И смотрит на маман – будто на королеву.
Таня хмыкнула. Но встревать в идиллию пожилых голубков не стала. Скромно отошла в сторонку, принялась разглядывать товары (больше похожие на экспонаты в провинциальном музейчике). Однако к разговору прислушивалась. А когда прозвучало имя Мирослав, а мама ахнула – быстренько вернулась к прилавку.
– Он понимал, что вы считаете его предателем. Очень переживал из-за этого. Оправдываться, считал, подло и бесполезно, – печально, тихо произнес старик. А далее возвысил тон, глаза его ярко блеснули из-под кустистых бровей: – Но он верил, что когда-нибудь вы узнаете правду. И я чрезвычайно рад, что сегодня могу, наконец, вам ее рассказать.
Мирослав навсегда запомнил тот миг, когда он в последний раз видел Юлию. Как проводил ее до отеля (расстались, в целях конспирации, за два квартала). Поцеловал на прощание, вдохнул аромат ее духов: сладковатый, пряный, совершенно ей не идущий. Долго смотрел вслед: тоненькая, трогательная, в своем лиловом – не по возрасту! – солидном костюме. Хрупкий цветок, чудо! Цокает в своих неудобных туфельках, попкой вертит – старается явно для него.
Он мало общался с русскими – редкие эмигранты, что осели в Карловых Варах, раздражали его своими бесконечными жалобами и всегда кислыми, недовольными лицами. А организованные группы советских туристов, что появлялись в их городке, интересовали его еще меньше: заполошные, дурно одетые, глаза у всех безумные – особенно когда в магазины попадают.
Иногда, правда, задавался вопросом: сам-то он кто? Русский, чех? Говорить на чешском ему было куда удобнее, чем на языке Достоевского и Тургенева, коллеги на работе тоже безоговорочно считали его своим. Зато мама всегда называла его «очень русским – даже больше, чем ты сам, Мирослав, думаешь».
– Да с чего ты взяла, ма? – удивлялся он.
А та целовала его в макушку, ерошила волосы:
– Ты, Мирослав, ранимый, пылкий. С виду сдержан, как все европейцы, а задень тебя – загораешься, как спичка.

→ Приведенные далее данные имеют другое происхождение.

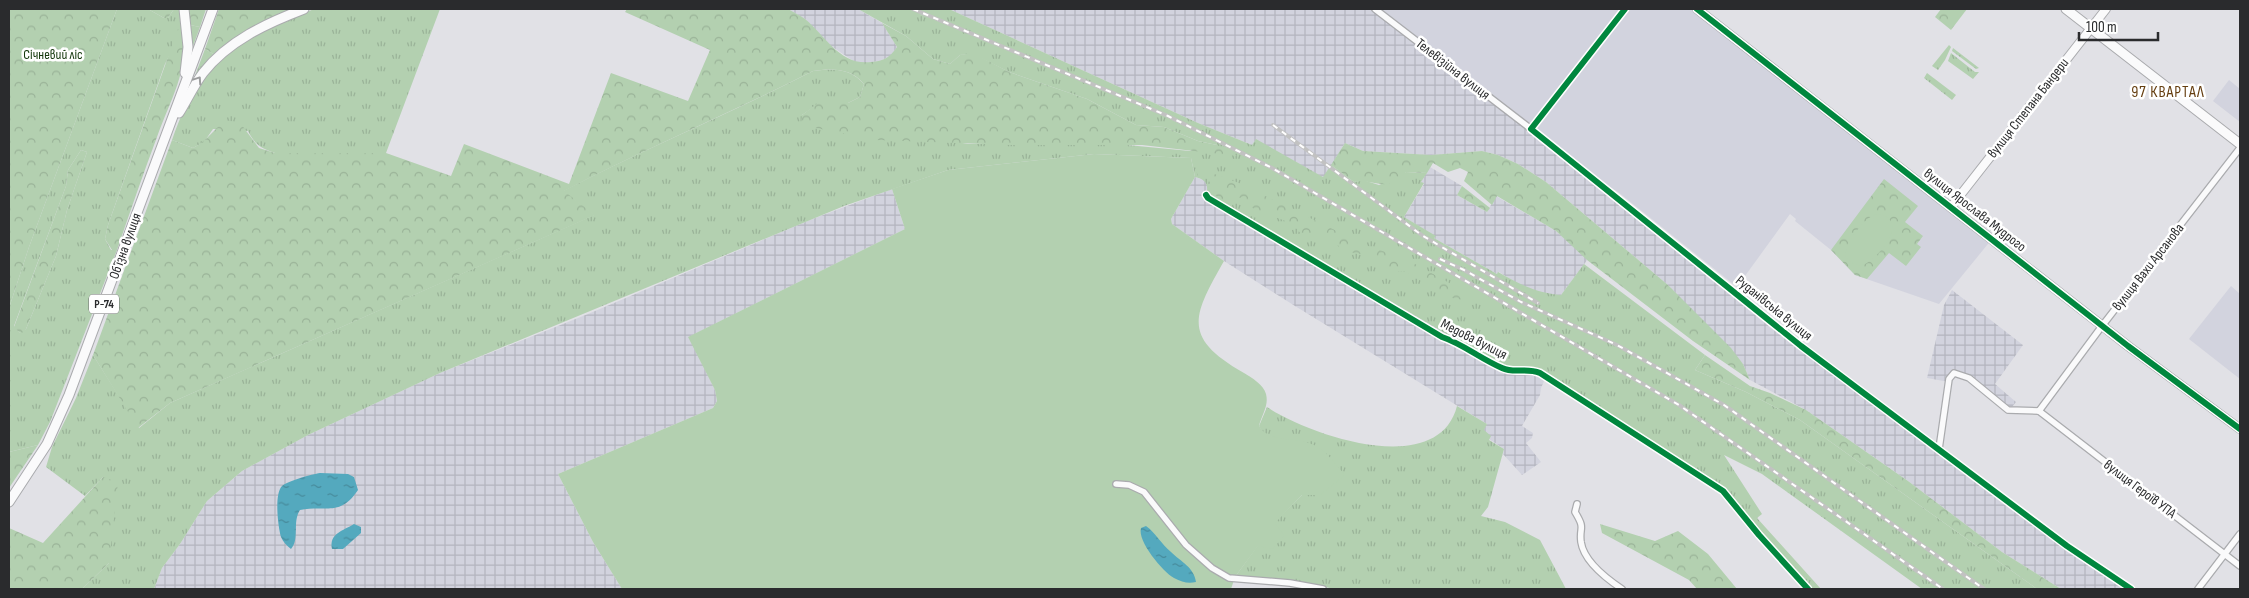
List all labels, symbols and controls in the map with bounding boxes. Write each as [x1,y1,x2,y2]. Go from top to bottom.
scale bar [2079,10,2158,42]
text: 100 m [2086,18,2117,37]
street label: Телевізійна вулиця [1412,35,1494,103]
park label: Січневий ліс [23,46,83,63]
street label: вулиця Степана Бандери [1984,55,2072,161]
one-way arrow [192,76,202,85]
district label: 97 КВАРТАЛ [2131,83,2205,102]
street label: вулиця Ярослава Мудрого [1920,165,2030,255]
street label: Обʼїзна вулиця [105,211,145,281]
street label: вулиця Вахи Арсанова [2109,220,2187,314]
street label: Руданівська вулиця [1732,272,1816,344]
road number: Р-74 [89,294,119,314]
street label: Медова вулиця [1438,315,1510,363]
street label: вулиця Героїв УПА [2100,456,2180,522]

Он всегда считал, что мать ерунду говорит. А сейчас – когда в одну, считай, минуту голову из-за девчонки потерял – начал понимать, что та имела в виду.
Взрослый человек, оперирующий хирург, влюбился с первого взгляда, словно мальчишка!
Провожает Юлию взглядом, будто завороженный…
Лишь когда она скрылась за массивными дверями отеля, перевел взгляд на часы. Дьявол! Начало девятого.
Он опаздывает почти безнадежно. Значит, опять Карл встретит его своей омерзительной ухмылкой. Тоненько, по-бабьи, вздохнет. Произнесет тоном мученика: «Тебе всегда было на меня наплевать».
Раздражало это ужасно. А куда денешься? Родной все-таки брат.
Мама их называла «генетическим недоразумением». Говорила, это впервые в ее медицинской практике, чтобы братья были настолько не похожи. Внешне, характером, манерами. Однажды даже вырвалось у нее (не при Карле, конечно): «Ты мой сын, безоговорочно. А его – будто в роддоме подменили».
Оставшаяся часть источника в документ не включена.